Les microplastiques ne constituent pas seulement une menace potentielle en eux-mêmes, ils absorbent également des substances organiques toxiques qui peuvent affecter la santé humaine et fonctionnent comme leur vecteur. Ils peuvent se lier aux produits chimiques présents dans l'environnement, comme les composés organiques traces (TrOC), ainsi qu'aux additifs chimiques issus de la production de plastique. Ceci est préoccupant car les plastiques contiennent souvent des produits chimiques perturbateurs endocriniens (EDC) qui affectent les systèmes hormonaux du corps et peuvent entraîner des troubles de la reproduction, le diabète et le cancer. Il est absolument urgent de déterminer les conséquences spécifiques des microplastiques sur la santé humaine, déclare Couceiro.
Bien que les risques pour la santé des microplastiques dans le corps ne soient pas encore clairs, il est important de pécher par excès de prudence et de les éviter néanmoins.
Les microplastiques pénètrent probablement dans le corps par ingestion et inhalation, explique Hahn. Il est difficile de fournir des conseils spécifiques sur la manière de réduire l'exposition humaine aux microplastiques, mais minimiser le contact des aliments avec le plastique et passer plus de temps à l'extérieur peut aider, ajoute-t-il.
Une grande partie des plus gros microplastiques présents dans les aliments et les boissons semblent provenir d'emballages en plastique, de sorte que les consommateurs peuvent éviter les aliments emballés et/ou passés au micro-ondes dans du plastique, explique Couceiro.
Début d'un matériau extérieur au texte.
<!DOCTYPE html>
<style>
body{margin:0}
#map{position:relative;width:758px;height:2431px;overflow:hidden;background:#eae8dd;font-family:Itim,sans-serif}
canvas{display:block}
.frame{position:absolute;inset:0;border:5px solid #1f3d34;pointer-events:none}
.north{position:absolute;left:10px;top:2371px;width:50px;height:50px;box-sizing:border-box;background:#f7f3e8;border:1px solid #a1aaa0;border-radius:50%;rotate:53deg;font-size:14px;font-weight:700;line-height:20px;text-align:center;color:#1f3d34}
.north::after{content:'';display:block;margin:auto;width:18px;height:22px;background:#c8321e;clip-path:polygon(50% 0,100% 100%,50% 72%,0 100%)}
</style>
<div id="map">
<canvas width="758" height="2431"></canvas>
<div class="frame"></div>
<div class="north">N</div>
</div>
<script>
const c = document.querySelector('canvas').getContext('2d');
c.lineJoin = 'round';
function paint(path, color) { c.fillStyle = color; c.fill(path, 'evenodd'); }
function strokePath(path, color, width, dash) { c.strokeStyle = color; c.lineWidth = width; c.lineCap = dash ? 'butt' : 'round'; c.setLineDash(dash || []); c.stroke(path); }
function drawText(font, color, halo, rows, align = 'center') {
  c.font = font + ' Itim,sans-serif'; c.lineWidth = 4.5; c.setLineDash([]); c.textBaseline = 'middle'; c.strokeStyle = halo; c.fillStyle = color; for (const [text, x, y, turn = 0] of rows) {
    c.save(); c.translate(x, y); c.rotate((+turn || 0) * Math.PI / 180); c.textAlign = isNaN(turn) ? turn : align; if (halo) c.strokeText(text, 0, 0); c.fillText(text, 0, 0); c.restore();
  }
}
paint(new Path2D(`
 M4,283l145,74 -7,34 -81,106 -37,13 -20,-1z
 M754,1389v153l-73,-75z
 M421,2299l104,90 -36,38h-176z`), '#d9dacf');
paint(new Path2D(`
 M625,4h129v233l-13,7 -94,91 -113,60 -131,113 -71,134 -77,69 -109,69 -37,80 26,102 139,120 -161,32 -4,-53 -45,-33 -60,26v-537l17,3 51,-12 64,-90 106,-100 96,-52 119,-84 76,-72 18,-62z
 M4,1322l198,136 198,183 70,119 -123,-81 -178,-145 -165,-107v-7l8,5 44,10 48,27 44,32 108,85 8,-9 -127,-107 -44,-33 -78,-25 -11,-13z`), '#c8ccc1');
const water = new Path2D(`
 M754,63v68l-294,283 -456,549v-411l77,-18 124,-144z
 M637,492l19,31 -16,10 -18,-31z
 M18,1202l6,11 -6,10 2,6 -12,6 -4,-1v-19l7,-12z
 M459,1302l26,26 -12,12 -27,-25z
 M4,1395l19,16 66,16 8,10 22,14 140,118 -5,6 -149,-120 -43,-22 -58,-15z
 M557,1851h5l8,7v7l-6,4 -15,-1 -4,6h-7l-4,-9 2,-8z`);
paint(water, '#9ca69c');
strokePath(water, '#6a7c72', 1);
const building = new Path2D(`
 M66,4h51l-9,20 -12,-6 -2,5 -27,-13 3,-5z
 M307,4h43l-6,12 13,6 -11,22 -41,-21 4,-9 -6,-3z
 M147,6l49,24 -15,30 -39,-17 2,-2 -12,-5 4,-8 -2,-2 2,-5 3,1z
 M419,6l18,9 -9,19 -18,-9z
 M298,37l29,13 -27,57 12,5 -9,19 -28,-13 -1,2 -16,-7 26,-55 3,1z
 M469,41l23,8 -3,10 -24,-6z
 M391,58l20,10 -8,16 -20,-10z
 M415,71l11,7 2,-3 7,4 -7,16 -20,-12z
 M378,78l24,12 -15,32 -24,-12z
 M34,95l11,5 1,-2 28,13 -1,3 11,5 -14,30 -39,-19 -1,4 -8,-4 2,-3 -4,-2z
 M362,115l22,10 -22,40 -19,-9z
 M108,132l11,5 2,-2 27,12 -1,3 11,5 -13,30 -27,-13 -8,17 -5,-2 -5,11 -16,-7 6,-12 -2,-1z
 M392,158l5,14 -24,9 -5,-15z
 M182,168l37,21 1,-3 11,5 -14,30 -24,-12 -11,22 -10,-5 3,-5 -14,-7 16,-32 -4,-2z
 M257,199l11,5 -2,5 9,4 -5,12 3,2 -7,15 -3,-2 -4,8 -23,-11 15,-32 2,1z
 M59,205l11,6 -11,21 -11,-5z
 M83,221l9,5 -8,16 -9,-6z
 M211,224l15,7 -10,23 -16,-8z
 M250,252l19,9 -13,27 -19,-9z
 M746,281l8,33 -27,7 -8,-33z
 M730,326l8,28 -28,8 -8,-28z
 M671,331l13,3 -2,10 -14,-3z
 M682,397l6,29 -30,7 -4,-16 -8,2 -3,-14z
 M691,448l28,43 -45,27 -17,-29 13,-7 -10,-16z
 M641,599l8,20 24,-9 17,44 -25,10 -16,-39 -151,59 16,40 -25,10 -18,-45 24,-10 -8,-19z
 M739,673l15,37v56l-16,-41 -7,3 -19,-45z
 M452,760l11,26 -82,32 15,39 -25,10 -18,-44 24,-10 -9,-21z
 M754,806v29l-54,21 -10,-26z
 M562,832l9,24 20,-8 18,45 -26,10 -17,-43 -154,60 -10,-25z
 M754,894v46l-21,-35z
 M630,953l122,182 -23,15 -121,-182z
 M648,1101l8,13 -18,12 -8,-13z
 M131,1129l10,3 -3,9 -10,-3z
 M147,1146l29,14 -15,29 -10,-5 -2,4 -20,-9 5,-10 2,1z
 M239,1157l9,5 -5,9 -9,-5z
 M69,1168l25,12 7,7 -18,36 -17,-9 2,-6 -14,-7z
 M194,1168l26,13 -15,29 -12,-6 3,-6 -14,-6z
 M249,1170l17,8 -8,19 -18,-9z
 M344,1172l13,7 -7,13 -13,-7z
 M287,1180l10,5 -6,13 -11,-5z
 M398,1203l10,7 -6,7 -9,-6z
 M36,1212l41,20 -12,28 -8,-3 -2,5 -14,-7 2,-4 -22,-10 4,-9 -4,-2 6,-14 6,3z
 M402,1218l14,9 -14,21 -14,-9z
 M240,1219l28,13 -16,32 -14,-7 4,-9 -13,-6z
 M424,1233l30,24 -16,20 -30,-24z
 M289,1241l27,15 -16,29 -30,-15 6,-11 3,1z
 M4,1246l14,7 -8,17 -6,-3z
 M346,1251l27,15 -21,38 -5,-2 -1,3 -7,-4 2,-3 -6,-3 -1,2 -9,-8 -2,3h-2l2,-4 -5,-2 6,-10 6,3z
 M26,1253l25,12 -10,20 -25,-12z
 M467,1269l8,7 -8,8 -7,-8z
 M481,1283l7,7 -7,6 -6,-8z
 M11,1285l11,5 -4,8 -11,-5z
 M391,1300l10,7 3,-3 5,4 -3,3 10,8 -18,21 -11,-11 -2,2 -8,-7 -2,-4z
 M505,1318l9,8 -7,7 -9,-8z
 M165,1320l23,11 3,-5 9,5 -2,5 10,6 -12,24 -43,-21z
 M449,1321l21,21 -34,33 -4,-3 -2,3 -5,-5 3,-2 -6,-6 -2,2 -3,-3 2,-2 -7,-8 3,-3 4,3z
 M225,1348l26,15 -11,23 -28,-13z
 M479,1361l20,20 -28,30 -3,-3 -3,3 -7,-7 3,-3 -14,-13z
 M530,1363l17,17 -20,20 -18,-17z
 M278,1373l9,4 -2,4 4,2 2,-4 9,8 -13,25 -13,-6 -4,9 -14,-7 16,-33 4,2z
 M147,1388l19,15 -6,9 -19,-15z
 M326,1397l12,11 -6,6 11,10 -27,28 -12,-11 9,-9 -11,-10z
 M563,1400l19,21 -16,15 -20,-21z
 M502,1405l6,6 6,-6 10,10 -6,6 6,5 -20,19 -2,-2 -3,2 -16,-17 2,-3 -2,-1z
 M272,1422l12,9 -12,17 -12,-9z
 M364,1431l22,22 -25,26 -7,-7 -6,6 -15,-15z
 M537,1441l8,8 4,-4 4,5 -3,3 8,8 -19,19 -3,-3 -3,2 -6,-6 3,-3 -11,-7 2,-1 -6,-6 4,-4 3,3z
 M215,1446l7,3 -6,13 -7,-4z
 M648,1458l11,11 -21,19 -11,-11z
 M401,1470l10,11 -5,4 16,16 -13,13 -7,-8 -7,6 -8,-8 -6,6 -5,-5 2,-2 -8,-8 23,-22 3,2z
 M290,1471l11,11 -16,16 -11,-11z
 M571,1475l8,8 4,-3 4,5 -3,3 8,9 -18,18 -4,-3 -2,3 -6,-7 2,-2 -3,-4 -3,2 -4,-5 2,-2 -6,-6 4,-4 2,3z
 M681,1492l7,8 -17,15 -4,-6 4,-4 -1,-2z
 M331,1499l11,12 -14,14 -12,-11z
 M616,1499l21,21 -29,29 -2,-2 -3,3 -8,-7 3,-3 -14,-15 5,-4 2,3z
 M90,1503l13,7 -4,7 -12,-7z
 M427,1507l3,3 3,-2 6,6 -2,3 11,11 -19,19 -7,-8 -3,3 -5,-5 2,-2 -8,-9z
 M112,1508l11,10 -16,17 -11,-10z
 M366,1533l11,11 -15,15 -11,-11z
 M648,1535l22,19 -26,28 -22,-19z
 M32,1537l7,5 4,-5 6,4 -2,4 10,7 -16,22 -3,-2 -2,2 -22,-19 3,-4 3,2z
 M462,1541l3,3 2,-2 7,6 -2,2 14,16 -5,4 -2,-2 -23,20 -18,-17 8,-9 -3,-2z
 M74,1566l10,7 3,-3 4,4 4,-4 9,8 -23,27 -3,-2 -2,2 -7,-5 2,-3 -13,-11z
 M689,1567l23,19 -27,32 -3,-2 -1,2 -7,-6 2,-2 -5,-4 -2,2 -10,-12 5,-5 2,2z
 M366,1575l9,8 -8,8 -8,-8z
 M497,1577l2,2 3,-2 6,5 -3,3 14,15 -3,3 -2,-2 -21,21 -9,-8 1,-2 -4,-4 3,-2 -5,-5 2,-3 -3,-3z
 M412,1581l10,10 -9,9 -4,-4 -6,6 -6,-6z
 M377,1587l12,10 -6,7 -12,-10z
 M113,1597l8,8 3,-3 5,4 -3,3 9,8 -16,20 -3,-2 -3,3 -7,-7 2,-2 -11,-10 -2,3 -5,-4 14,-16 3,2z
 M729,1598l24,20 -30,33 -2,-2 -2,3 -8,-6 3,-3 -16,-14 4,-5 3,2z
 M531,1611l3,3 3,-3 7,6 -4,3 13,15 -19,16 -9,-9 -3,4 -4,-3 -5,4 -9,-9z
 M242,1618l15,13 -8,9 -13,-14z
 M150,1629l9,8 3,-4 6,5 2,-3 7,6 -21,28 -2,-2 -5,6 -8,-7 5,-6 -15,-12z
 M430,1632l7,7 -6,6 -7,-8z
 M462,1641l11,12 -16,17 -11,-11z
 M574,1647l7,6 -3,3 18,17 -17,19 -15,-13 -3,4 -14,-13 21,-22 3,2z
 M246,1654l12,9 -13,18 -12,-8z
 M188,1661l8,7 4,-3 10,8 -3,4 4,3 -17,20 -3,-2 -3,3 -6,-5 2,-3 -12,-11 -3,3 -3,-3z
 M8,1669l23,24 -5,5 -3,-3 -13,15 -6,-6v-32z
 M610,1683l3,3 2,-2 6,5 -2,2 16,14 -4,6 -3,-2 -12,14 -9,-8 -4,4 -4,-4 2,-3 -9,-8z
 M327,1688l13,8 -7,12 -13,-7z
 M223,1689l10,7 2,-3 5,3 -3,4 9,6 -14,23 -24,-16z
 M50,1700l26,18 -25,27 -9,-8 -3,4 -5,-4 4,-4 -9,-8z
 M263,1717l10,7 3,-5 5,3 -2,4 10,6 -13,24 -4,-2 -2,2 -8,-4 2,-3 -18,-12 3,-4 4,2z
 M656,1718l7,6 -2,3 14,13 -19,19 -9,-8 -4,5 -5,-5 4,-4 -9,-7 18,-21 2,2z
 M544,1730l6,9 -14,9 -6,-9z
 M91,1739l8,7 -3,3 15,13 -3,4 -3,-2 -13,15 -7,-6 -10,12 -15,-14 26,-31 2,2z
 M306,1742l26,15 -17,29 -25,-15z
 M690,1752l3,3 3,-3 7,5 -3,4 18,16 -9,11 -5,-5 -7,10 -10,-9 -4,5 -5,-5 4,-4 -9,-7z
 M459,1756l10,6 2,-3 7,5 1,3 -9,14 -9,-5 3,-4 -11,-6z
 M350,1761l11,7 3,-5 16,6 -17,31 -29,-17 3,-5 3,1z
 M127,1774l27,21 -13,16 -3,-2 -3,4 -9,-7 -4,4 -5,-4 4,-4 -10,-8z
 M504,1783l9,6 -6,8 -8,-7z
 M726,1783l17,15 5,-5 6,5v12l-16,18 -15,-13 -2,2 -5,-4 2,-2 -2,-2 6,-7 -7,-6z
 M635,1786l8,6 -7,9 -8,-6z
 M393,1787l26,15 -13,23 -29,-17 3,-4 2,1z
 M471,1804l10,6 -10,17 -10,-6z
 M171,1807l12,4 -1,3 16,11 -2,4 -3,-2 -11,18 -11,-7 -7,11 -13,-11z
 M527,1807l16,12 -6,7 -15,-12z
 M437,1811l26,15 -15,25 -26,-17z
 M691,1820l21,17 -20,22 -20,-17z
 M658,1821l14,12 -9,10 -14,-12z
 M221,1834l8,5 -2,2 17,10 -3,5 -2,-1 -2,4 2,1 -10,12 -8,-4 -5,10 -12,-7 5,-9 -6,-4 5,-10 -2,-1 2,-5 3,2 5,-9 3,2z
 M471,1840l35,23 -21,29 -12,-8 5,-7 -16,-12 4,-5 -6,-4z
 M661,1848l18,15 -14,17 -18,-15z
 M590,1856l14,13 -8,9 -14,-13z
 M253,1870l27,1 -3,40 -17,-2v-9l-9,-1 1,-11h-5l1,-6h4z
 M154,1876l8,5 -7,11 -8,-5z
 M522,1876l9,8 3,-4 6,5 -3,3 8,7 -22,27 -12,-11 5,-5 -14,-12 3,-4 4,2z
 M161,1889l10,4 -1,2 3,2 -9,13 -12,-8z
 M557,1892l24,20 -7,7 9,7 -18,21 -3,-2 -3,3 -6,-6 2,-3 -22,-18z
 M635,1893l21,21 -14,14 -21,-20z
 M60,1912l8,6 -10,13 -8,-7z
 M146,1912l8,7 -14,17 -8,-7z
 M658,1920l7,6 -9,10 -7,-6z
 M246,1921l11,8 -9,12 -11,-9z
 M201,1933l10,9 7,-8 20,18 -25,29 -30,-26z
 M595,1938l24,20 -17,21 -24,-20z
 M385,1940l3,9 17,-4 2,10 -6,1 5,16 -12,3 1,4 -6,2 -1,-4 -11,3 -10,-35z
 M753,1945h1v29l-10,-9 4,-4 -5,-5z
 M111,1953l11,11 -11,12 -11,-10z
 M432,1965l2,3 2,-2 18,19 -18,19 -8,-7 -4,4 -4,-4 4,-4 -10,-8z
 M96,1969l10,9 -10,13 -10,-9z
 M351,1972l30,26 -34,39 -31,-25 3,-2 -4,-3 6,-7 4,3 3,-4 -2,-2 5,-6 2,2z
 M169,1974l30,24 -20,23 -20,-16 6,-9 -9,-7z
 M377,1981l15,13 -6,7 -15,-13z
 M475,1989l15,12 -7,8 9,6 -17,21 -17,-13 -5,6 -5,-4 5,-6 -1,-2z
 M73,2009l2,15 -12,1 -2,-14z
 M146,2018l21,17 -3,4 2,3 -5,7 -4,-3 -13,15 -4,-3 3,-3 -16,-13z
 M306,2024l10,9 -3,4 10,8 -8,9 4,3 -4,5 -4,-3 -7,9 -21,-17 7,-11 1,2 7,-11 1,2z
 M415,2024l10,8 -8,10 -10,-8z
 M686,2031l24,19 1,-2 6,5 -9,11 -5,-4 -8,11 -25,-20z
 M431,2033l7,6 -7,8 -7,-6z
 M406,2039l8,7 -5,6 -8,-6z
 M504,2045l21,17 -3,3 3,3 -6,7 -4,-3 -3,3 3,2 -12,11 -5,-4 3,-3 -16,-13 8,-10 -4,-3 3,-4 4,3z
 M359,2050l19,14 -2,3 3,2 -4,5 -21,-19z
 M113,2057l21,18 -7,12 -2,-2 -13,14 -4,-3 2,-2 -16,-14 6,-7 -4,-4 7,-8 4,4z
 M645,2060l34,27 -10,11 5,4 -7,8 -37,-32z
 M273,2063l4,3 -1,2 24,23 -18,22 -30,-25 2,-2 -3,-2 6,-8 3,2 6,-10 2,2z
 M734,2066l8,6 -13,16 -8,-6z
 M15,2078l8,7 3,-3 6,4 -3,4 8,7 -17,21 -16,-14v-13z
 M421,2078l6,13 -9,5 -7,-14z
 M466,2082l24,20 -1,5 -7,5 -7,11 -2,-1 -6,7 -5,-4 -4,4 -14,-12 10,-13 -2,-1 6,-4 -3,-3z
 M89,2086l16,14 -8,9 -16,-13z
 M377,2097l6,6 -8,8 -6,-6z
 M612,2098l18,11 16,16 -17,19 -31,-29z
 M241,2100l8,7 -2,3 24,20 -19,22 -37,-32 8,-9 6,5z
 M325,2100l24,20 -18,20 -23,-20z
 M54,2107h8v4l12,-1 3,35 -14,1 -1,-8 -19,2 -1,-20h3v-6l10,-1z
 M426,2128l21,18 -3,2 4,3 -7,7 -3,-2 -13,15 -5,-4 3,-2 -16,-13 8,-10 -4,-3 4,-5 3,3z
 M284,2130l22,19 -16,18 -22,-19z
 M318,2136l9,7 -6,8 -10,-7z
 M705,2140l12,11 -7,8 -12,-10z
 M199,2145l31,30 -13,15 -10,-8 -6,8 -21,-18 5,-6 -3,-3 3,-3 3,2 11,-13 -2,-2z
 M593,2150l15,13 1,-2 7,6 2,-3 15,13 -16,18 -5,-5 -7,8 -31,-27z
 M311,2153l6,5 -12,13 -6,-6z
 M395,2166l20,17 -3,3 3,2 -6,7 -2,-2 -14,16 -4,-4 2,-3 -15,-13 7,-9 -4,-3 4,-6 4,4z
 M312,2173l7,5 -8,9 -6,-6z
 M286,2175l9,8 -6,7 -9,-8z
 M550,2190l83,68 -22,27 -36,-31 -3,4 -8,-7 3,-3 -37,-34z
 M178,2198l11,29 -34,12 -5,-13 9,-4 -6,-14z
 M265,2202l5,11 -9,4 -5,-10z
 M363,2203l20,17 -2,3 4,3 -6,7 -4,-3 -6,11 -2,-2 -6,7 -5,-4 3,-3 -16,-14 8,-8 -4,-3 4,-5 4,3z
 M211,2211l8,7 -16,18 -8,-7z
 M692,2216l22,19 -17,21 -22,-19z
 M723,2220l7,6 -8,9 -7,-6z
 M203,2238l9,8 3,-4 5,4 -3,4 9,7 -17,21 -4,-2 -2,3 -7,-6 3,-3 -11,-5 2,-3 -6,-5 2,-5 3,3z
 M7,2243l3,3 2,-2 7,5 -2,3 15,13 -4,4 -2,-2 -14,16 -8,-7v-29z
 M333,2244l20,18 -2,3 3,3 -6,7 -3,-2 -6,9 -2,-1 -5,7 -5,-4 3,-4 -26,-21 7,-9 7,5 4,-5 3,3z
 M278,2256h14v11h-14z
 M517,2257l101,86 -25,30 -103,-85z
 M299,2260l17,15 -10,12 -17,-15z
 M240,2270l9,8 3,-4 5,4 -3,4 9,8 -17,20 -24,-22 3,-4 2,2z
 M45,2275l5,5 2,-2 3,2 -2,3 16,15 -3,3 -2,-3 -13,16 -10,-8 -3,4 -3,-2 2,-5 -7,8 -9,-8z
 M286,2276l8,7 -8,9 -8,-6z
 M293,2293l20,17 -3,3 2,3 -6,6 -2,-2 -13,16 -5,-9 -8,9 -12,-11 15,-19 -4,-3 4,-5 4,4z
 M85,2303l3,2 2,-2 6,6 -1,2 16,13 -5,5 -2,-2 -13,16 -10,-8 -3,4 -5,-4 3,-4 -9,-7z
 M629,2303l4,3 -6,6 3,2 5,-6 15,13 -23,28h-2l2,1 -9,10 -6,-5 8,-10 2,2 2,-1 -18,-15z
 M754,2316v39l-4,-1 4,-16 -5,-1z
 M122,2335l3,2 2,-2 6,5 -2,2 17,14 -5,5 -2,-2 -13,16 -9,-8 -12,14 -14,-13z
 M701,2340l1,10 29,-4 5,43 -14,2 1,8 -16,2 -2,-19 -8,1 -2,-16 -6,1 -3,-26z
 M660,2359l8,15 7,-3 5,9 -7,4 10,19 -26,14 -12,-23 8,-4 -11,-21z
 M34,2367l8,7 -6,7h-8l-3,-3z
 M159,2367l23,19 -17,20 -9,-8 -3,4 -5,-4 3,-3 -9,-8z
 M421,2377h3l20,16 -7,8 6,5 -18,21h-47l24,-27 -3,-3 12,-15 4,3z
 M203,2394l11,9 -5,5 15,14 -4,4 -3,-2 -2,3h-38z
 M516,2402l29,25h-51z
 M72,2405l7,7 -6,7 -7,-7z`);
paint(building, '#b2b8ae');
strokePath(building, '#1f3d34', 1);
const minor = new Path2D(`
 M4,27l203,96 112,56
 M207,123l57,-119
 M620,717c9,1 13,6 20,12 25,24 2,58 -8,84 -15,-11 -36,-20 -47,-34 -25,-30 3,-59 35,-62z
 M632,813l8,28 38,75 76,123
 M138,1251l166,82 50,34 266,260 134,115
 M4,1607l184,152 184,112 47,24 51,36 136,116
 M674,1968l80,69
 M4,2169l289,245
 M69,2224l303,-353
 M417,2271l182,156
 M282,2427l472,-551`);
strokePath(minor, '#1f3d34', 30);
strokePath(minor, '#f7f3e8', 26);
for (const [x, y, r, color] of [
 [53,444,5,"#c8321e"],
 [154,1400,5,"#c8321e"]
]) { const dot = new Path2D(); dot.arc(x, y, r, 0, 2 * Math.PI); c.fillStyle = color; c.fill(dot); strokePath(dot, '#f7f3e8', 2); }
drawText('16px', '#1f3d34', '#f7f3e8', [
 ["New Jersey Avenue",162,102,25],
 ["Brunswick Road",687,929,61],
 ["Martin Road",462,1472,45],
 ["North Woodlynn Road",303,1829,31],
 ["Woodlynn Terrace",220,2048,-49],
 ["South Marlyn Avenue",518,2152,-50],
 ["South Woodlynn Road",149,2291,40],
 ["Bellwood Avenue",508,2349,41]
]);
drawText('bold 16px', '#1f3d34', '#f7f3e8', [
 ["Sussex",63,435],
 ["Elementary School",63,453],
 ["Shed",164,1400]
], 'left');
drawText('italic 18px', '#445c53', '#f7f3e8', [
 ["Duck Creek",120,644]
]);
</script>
Les contenants en plastique et les produits de soins personnels sont des sources d'exposition humaine aux microplastiques. Même couper ou déchirer des emballages en plastique peut également générer des microplastiques.
"Nous passons jusqu'à 90 % de notre temps à l'intérieur, et le nombre de microplastiques dans l'air intérieur est généralement beaucoup plus élevé que dans l'air extérieur où les chiffres sont dilués", explique Couceiro. Réduire le nombre de tissus et de tapis synthétiques dans votre maison et votre garde-robe pourrait être un grand pas en avant, dit-elle. L'amélioration de la ventilation et l'augmentation de l'utilisation des aspirateurs peuvent également réduire la concentration de microplastiques à l'intérieur.
Pour atténuer la pollution par les microplastiques, les fabricants et les décideurs politiques doivent également faire leur part en réduisant et en réglementant la production (et la consommation) de produits en plastique.
"Lorsque nous arrivons au cœur du problème, la seule façon d'empêcher ce problème de s'aggraver est d'arrêter d'utiliser du plastique dans la mesure du possible", déclare Couceiro.